Lost And Found by Malcolm Morley

Recorded in 1976. Released in 2002

Andy and I were supposed to be going to the second day of the Test Match at The Oval yesterday but it was cancelled because of the death of The Queen. Instead, we decided to go to watch Crawley play today, but that has been postponed for the same reason. Dave and I were debating whether or not to go to the ludicrously named “A23 derby” next Saturday when Brighton play Crystal Palace but that has also been cancelled because of the train strikes. However, the strikes have been called off now but the premier League games may all be postponed next week anyway.

Managing expectations has been a way for me to maintain equilibrium ever since the pandemic hit 30 months ago. I have consciously and deliberately lowered all my expectations to a bare minimum in order to deal with disappointment. This has had the effect of not really caring when events, which I should have been looking forward to, don’t materialise. It also puts me in a state of constant mild dejection.

I remember that a few months after lockdown was imposed on all of us plebs (but not the ruling classes, obviously), the local fish and chip shop advertised that they would deliver. Roo and I ordered two large pieces of haddock and chips with mushy peas and eagerly waited for the knock on the door. When it came, we tucked in greedily but, to be honest, after a few mouthfuls of deep fried grease, the enjoyment waned and we threw half of it away.

I occasionally get completely obsessed by one song and play it on repeat. Currently, the song “Fish And Chips” from “Lost And Found” is the only song I want to hear. The singer works in a fish and chip shop. He is hard working and appears happy and cheerful to his customers but, inside, he is heartbroken. “I smile so much but I’m just like a chip out of grease. I leapt in the crowd but my heart’s in a big deep freeze“. The music is jaunty and delightful with a strummed acoustic guitar enhanced by subtle Spanish guitar playing.

Malcolm Morley was the lead singer and songwriter for the wonderful Help Yourself, who only released five albums, including the wonderful “Beware The Shadow“, in which the “shadow” referred to Malcolm Morley’s depression. The title track, “Lost And Found”, is just over two minutes long and is a sad reflection on a lost love and the impossibility of rekindling it. “Maybe a love can be lost and found. Maybe the world ain’t round“.

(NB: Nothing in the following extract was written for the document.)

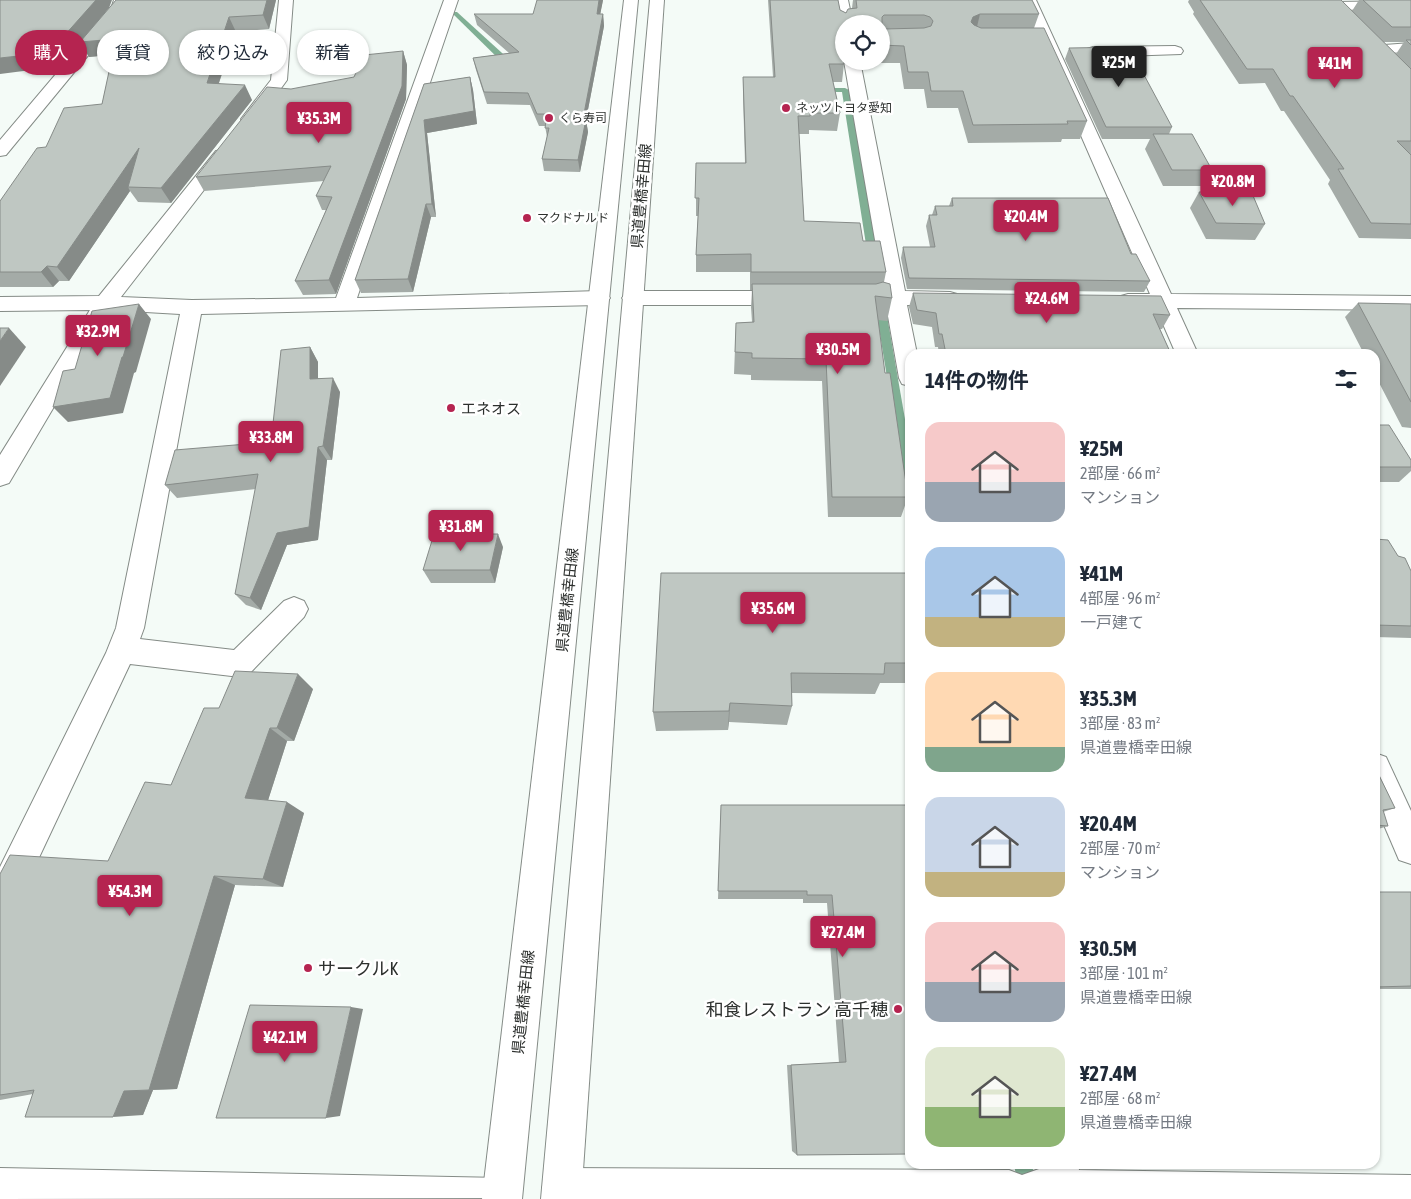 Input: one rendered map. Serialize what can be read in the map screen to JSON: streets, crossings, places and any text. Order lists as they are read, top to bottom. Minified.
{"streets":{"street":["県道豊橋幸田線"]},"places":["ネッツトヨタ愛知","くら寿司","マクドナルド","エネオス","サークルK","和食レストラン 高千穂"],"page":{"chip":["購入","賃貸","絞り込み","新着"],"price":["¥25M","¥41M","¥35.3M","¥20.8M","¥20.4M","¥24.6M","¥32.9M","¥30.5M","¥33.8M","¥31.8M","¥35.6M","¥54.3M","¥27.4M","¥42.1M"],"heading":"14件の物件","list":[{"name":"¥25M","note":"2部屋 · 66 m² · マンション"},{"name":"¥41M","note":"4部屋 · 96 m² · 一戸建て"},{"name":"¥35.3M","note":"3部屋 · 83 m² · 県道豊橋幸田線"},{"name":"¥20.4M","note":"2部屋 · 70 m² · マンション"},{"name":"¥30.5M","note":"3部屋 · 101 m² · 県道豊橋幸田線"},{"name":"¥27.4M","note":"2部屋 · 68 m² · 県道豊橋幸田線"}]}} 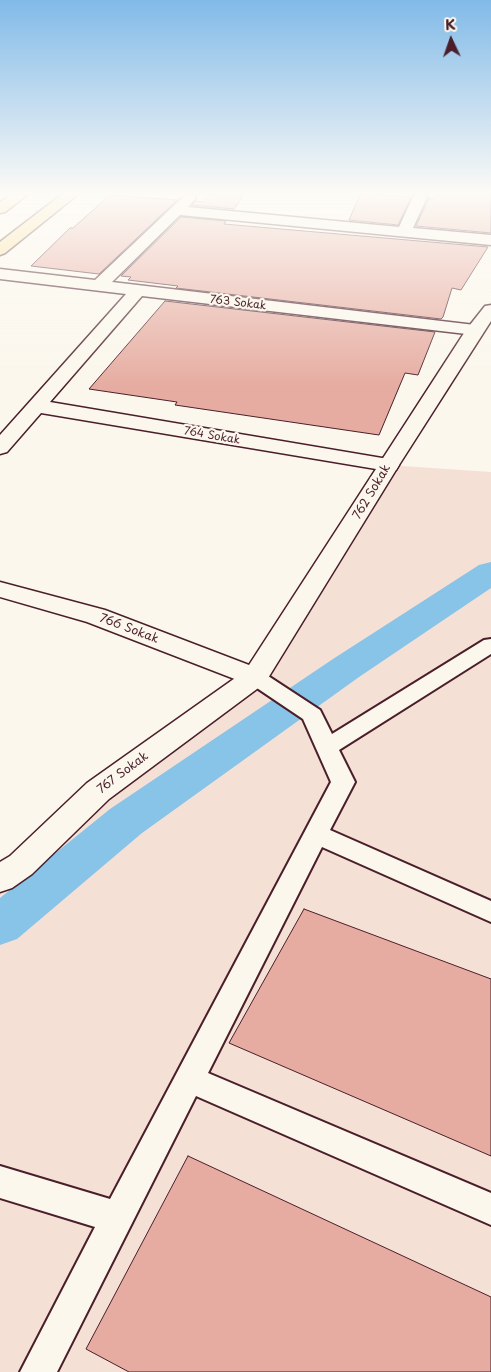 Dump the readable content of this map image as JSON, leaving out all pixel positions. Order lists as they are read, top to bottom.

“Romance In A Tin” was released on Help Yourself’s fifth album, imaginatively titled “5”. Eight of the 11 songs on the album were recorded in 1973 but “Romance In A Tin” and two other tracks were recorded in 2003/2004, just before the album received a belated release. The version here features some of Malcolm Morley’s best vocals accompanied by a haunting 12-string guitar. It’s another song about a failed relationship in which the singer wonders how his romance has been taken from him and locked away in a tin. His so-called friends have made trouble for him by spreading lies. “I know that there’s a rumour. It’s been growing like a tumour as they often will. I know that it’s been spread by some poor fool that I misread. Could it be you? Tell me that I’ve been deceived with kind concern I don’t believe is genuine. But I don’t care but they say about her. She’s done all right by me. Loved me tenderly and held me tight.” I think that his expectations were too high.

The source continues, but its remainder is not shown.